On 16 July 2025, the Federal High Court in Lagos discharged and acquitted Fayose and Spotless Investment Limited on all 11 counts in the EFCC money-laundering case, after upholding a no-case submission. The EFCC said it was studying the judgment and preparing an appeal.

Fayose is alleged to own a radio station, Our People's FM, on 104.1 MHz in Ado Ekiti. The station was forcibly seized for a time in 2019, allegedly due to land use violations, though political considerations were also mentioned.

==Challenged Aisha Buhari To Travel To USA==
On 22 June 2016, Fayose had claimed that Aisha Buhari, the wife of the Nigerian president Muhammadu Buhari was the same person (who had claimed to be a daughter of General Muhammadu Buhari) indicted by a US Court for transferring $170,000 to indicted US Congressman, Williams Jefferson, in the William J. Jefferson corruption case involving Halliburton and that she was avoiding arrest by US authorities by failing to accompany her husband on his three presidential visits to the United States.

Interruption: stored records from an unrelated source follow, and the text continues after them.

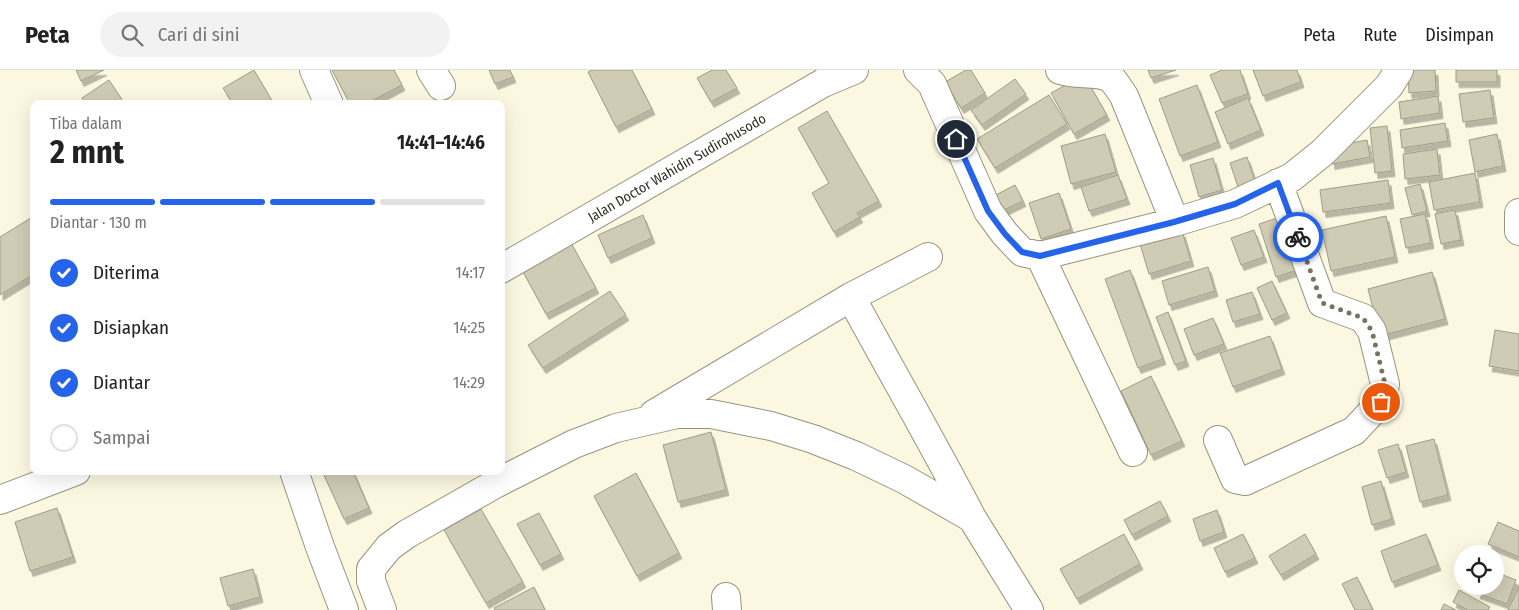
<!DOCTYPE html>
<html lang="id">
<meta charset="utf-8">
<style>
:root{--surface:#fff;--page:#f2f2f2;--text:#222;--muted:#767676;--line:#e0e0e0;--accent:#2563eb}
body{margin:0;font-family:"Fira Sans Condensed",sans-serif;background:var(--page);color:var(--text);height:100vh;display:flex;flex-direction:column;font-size:19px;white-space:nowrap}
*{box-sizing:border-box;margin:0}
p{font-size:16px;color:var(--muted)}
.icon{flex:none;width:28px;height:28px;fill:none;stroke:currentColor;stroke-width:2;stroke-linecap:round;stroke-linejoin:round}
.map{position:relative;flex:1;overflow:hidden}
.panel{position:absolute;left:30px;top:30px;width:475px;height:375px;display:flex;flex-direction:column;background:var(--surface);border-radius:10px;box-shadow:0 5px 20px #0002}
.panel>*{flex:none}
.tools{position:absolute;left:1454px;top:475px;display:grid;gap:10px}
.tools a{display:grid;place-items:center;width:50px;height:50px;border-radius:50%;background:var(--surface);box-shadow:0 5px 20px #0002;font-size:25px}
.pin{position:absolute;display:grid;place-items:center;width:42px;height:42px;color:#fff;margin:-21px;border:2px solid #fff;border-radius:50%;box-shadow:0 1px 5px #0007}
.courier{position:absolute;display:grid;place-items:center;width:50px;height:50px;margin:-25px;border:4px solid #2563eb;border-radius:50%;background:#fff;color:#222;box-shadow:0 1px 6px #0007}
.head em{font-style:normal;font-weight:700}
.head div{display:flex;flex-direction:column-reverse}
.head{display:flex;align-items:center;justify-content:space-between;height:85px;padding:0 20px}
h1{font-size:32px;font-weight:700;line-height:38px}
.bar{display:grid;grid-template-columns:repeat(4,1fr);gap:8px 5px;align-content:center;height:60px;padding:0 20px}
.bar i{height:6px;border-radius:4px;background:var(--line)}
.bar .selected{background:var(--accent)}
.bar p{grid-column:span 4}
ol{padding:0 20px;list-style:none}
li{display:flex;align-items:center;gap:15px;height:55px}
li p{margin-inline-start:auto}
li .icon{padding:5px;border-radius:50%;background:var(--accent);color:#fff;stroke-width:4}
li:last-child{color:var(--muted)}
li i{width:28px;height:28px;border:2px solid var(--line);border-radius:50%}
header{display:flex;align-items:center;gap:30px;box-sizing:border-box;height:70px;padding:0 25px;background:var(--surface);border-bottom:1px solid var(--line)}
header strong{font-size:24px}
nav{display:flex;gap:28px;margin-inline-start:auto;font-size:18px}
.search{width:350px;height:45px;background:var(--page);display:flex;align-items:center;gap:12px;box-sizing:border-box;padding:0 18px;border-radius:28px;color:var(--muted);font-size:19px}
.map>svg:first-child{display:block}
</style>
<header>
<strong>Peta</strong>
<div class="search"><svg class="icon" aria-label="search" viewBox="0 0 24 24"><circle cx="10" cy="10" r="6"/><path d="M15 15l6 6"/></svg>Cari di sini</div>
<nav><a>Peta</a><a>Rute</a><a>Disimpan</a></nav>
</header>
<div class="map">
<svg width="1519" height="540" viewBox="0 0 1519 540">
<defs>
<filter id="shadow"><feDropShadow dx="3" dy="5.5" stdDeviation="0" flood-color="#0004"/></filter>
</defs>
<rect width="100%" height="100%" fill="#fbf7e0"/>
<path fill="#cfcbb4" stroke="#a09c86" filter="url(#shadow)" d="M 76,0 L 104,0 L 81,11 Z
M 254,0 L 274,34 L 233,34 L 223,18 Z
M 332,0 L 394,0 L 402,15 L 366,34 L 350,34 Z
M 489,0 L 510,0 L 513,7 L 495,14 Z
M 592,0 L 632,0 L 652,39 L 616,57 L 588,2 Z
M 712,0 L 726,0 L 737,18 L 711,32 L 697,8 Z
M 966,0 L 971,0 L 985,23 L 961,38 L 945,12 Z
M 1148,0 L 1176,0 L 1151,8 Z
M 1222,0 L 1240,0 L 1248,24 L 1222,33 L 1210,5 Z
M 1253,0 L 1297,0 L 1301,12 L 1263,26 Z
M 1408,0 L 1435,0 L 1436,21 L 1409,23 Z
M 1456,0 L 1497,0 L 1497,12 L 1456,12 Z
M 1084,5 L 1107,45 L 1074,64 L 1051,23 Z
M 1015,9 L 1026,24 L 982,55 L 971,40 Z
M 109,10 L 125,34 L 86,34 L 82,28 Z
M 1197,15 L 1218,72 L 1180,86 L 1159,29 Z
M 1490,20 L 1494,48 L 1463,52 L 1459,24 Z
M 1049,25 L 1067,54 L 995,98 L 977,69 Z
M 1438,26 L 1440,43 L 1401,49 L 1399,32 Z
M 1248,28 L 1261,60 L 1228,74 L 1215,42 Z
M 827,41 L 879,131 L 857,143 L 860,147 L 834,162 L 812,123 L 829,113 L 798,58 Z
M 1445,53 L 1448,71 L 1402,78 L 1400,60 Z
M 1387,56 L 1392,101 L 1375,103 L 1370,58 Z
M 1105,64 L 1116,102 L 1071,114 L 1061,76 Z
M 1497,64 L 1503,96 L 1475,102 L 1469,70 Z
M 1367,70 L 1370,87 L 1332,94 L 1329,77 Z
M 1437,79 L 1440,105 L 1405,109 L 1403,84 Z
M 1247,87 L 1257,117 L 1240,123 L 1230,93 Z
M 1213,88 L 1222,120 L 1199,127 L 1190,95 Z
M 1475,103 L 1480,132 L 1434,140 L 1429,112 Z
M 1118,105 L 1127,129 L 1089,141 L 1081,117 Z
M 1388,110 L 1391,133 L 1323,142 L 1320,120 Z
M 1420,114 L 1427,141 L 1412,145 L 1405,118 Z
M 1015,115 L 1023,131 L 1000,142 L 992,127 Z
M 1059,123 L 1071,159 L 1041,169 L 1029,133 Z
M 1455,140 L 1461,170 L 1441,174 L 1435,144 Z
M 1425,144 L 1431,173 L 1406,178 L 1400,149 Z
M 643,145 L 652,168 L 608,188 L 598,165 Z
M 34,146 L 34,204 L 0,225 L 0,167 Z
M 1283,146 L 1300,199 L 1276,207 L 1259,154 Z
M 1386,146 L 1395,187 L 1331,201 L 1322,160 Z
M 1254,160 L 1264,187 L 1241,195 L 1231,168 Z
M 1182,161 L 1191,191 L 1149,204 L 1140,174 Z
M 571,173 L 596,218 L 546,244 L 522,200 Z
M 1208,197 L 1215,221 L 1169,235 L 1162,211 Z
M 1130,200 L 1163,289 L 1138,298 L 1105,209 Z
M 1432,202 L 1445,249 L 1380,266 L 1368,219 Z
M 1272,211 L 1287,243 L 1272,250 L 1257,218 Z
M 610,221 L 626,245 L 543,298 L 528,275 Z
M 1252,222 L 1260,244 L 1233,252 L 1226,230 Z
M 1168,242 L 1186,291 L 1175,295 L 1156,247 Z
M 1213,248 L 1224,274 L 1194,285 L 1184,259 Z
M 1495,260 L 1519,264 L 1519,301 L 1489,296 Z
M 1270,266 L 1282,299 L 1233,317 L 1220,283 Z
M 1151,306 L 1182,371 L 1151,385 L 1121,321 Z
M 711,362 L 726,420 L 678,432 L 663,375 Z
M 1434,369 L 1448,425 L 1420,432 L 1406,376 Z
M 1398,374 L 1406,402 L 1387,408 L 1378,380 Z
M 327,401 L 353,401 L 369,438 L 344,449 L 323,403 Z
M 636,403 L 679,483 L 637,506 L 594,426 Z
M 1381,411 L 1392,449 L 1372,455 L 1362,417 Z
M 1160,431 L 1168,446 L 1132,465 L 1124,450 Z
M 57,438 L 73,487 L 30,501 L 15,452 Z
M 481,439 L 523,512 L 486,533 L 444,460 Z
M 1217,440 L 1224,462 L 1200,471 L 1193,449 Z
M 539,443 L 561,484 L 540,495 L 517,454 Z
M 1498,452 L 1519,461 L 1519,487 L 1488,474 Z
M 1124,464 L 1140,494 L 1077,529 L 1060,499 Z
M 1243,464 L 1255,488 L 1225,502 L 1214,478 Z
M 1305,464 L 1316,484 L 1281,505 L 1269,486 Z
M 1426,464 L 1438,495 L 1392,512 L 1381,481 Z
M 253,499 L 260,527 L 228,536 L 220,508 Z
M 1495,502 L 1516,510 L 1507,534 L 1477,523 L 1480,516 L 1495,516 Z
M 1357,507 L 1373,540 L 1355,540 L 1342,514 Z
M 534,517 L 545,540 L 495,540 L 494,538 Z
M 1519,517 L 1519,540 L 1508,540 Z
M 1459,520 L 1490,537 L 1488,540 L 1468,540 L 1453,532 Z
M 1444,534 L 1456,540 L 1441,540 Z"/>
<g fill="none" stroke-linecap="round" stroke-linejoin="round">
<defs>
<path id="minor" d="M 314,0 L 329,34
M 431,0 L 441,16
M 918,0 L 932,14 L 988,141 L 1005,164 L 1022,182 L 1040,186 L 1175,152 L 1235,134 L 1292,107 L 1322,83 L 1389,16 L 1399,0
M 1060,0 C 1076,6 1099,0 1112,9 C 1116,14 1120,20 1124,26 L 1175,152
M 1519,143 L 1519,161
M 1040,186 L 1133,382
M 501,199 L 823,13 L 854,0
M 851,227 C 891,301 933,373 972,448
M 654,344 L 851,227 L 928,187
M 1218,370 L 1235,409 L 1245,411 L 1354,361 L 1381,332 L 1385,314 L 1372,261 L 1363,248 L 1322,233 L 1278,113
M 294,401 L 320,477 L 344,540
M 0,430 L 76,401
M 726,527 L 727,540
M 382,540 L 371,511 L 371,499 L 389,477 L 407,464 L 495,414 L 574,374 L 616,358 L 677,344 L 711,344 L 771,356 L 813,369 L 856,386 L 904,409 L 972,448 L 1029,540"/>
</defs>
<use href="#minor" stroke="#98947f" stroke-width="30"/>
<use href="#minor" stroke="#fff" stroke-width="28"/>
</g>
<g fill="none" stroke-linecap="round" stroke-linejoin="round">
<path stroke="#777466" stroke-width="5" stroke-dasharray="0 9" d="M 1298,167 L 1322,233 L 1363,248 L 1372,261 L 1385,314 L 1381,332"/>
<path stroke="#2563eb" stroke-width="6" d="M 956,69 L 988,141 L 1005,164 L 1022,182 L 1040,186 L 1174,152 L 1235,134 L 1278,113 L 1298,167"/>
</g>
<g text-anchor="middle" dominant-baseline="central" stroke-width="4" stroke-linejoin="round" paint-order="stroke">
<g font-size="14" fill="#302e25" stroke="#fff">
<text transform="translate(677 98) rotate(-30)">Jalan Doctor Wahidin Sudirohusodo</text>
</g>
</g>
</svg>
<div class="tools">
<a><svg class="icon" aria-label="locate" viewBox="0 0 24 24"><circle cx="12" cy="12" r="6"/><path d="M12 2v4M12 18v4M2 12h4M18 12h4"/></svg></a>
</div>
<div class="pin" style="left:1381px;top:332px;background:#ea580c"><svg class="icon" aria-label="bag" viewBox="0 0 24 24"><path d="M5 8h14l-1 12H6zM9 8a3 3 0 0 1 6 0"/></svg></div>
<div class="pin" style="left:956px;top:69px;background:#1f2937"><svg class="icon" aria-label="home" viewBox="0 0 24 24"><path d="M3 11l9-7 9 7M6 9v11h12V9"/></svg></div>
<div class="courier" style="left:1298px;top:167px"><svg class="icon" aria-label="bike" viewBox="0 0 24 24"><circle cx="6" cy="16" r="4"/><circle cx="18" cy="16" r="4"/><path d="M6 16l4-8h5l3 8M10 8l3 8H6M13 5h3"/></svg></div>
<section class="panel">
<div class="head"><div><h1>2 mnt</h1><p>Tiba dalam</p></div><em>14:41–14:46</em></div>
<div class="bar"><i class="selected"></i><i class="selected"></i><i class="selected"></i><i></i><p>Diantar · 130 m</p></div>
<ol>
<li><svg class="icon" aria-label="check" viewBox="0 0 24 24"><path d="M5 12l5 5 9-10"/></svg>Diterima<p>14:17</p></li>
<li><svg class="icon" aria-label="check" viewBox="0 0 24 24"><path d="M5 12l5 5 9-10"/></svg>Disiapkan<p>14:25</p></li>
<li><svg class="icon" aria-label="check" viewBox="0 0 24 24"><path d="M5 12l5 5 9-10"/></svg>Diantar<p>14:29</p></li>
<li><i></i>Sampai</li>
</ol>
</section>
</div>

However, when Aisha Buhari travelled to Washington DC on 4 August 2016, Fayose subsequently claimed that her US visit did not invalidate the Haliburton judgement against her, saying "Has traveling to the US invalidated the judgment that said Aisha Buhari transferred $170,000 to Jefferson's account?" and "Has traveling to the US erased the fact that Aisha Buhari transferred $170,000 to Williams Jefferson?"